BEGIN SUPPLIED MATERIAL

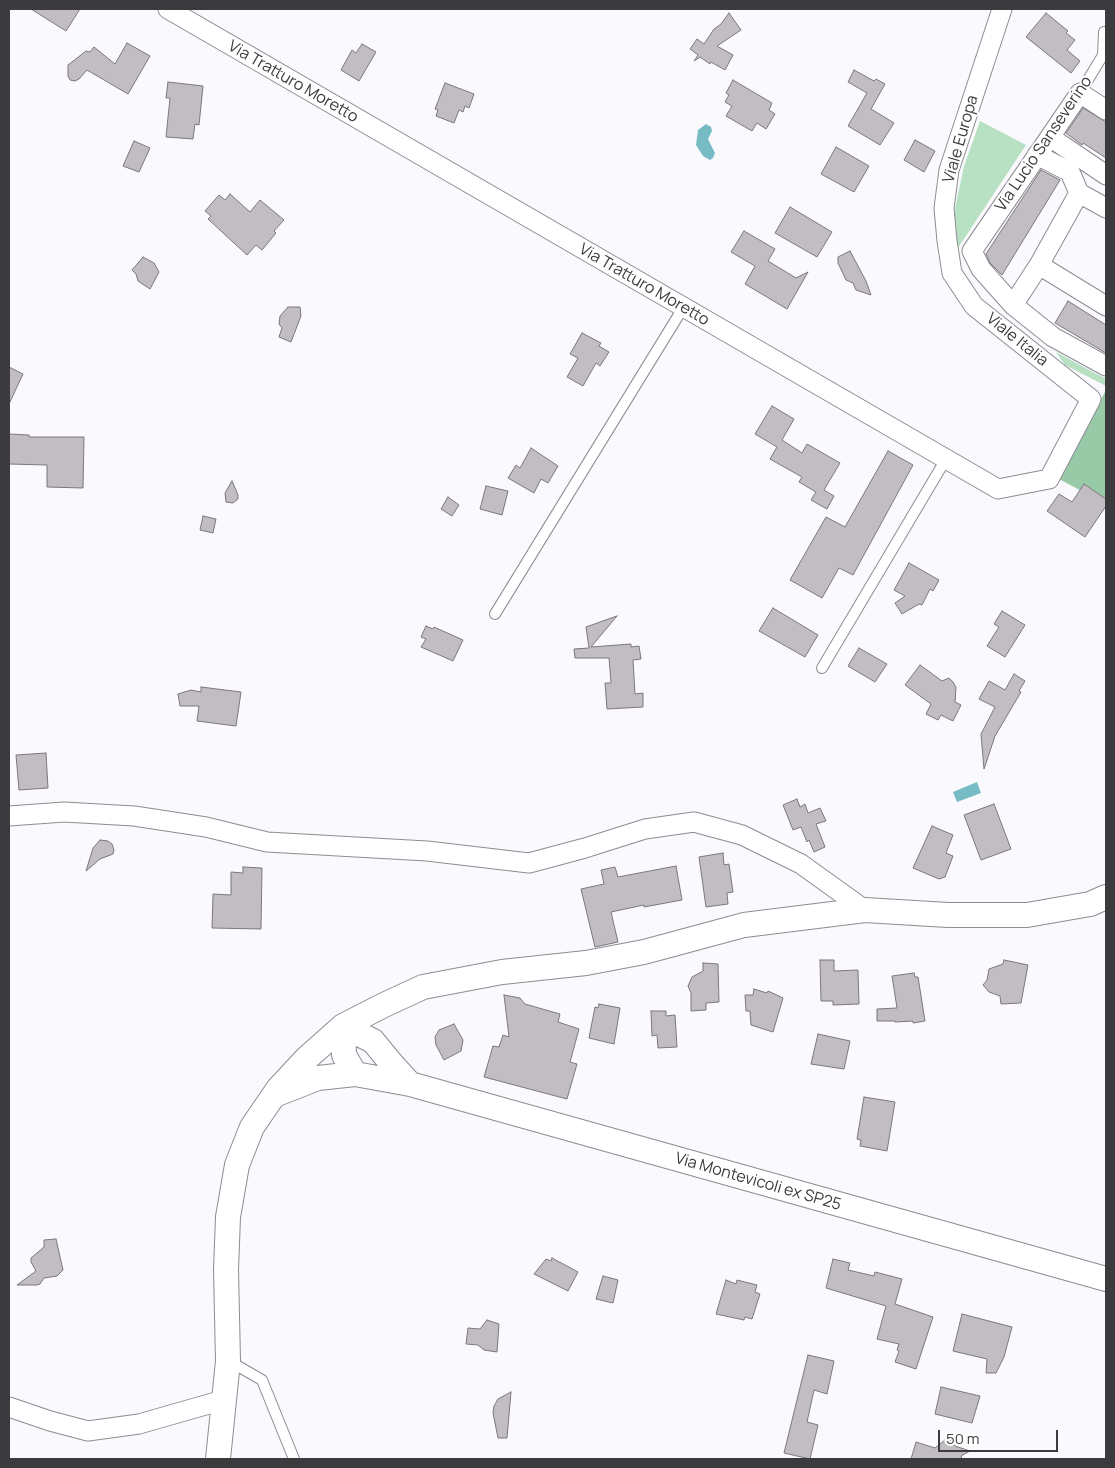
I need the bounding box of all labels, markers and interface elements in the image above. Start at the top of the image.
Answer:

END SUPPLIED MATERIAL
BEGIN SUPPLIED MATERIAL

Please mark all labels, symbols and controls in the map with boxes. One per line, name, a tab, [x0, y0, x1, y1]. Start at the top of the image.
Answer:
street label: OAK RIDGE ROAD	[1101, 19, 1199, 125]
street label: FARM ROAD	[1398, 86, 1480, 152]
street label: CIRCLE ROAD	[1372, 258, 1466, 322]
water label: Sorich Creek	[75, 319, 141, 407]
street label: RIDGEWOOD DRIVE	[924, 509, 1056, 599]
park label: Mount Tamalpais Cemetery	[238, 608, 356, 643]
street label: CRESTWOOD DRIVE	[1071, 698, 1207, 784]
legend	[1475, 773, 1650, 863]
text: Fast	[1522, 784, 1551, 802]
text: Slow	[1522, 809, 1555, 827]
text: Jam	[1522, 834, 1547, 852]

END SUPPLIED MATERIAL
BEGIN SUPPLIED MATERIAL

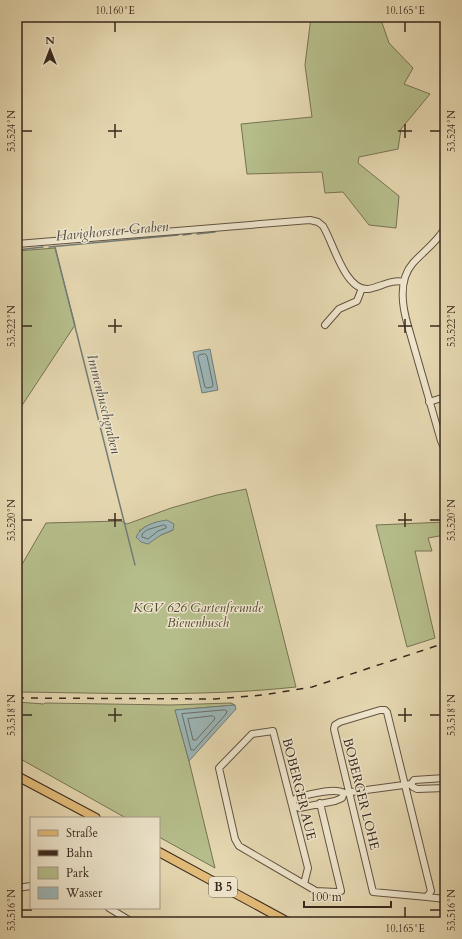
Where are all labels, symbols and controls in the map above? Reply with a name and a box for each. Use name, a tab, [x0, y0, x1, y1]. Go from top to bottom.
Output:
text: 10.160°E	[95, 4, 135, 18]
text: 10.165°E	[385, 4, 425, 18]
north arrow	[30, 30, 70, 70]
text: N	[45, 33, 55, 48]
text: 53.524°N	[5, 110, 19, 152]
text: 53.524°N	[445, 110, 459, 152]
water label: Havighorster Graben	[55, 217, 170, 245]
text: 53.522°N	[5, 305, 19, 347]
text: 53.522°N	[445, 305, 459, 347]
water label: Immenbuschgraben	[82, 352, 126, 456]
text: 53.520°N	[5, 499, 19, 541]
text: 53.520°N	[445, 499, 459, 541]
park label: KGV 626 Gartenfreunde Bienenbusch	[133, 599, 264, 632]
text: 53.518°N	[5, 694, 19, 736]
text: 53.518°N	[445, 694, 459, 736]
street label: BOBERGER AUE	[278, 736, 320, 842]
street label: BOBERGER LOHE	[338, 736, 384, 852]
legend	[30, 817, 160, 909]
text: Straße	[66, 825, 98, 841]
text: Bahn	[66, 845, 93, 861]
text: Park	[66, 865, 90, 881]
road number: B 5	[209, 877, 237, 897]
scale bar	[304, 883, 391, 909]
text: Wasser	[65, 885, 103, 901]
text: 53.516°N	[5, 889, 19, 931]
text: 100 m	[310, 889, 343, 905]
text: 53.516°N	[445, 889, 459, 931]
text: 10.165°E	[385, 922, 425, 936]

END SUPPLIED MATERIAL

Every line of the records that includes the word "controls" should be gathered.

SOLUTION TO THIS TASK:
Please mark all labels, symbols and controls in the map with boxes. One per line, name, a tab, [x0, y0, x1, y1]. Start at the top of the image.
Where are all labels, symbols and controls in the map above? Reply with a name and a box for each. Use name, a tab, [x0, y0, x1, y1]. Go from top to bottom.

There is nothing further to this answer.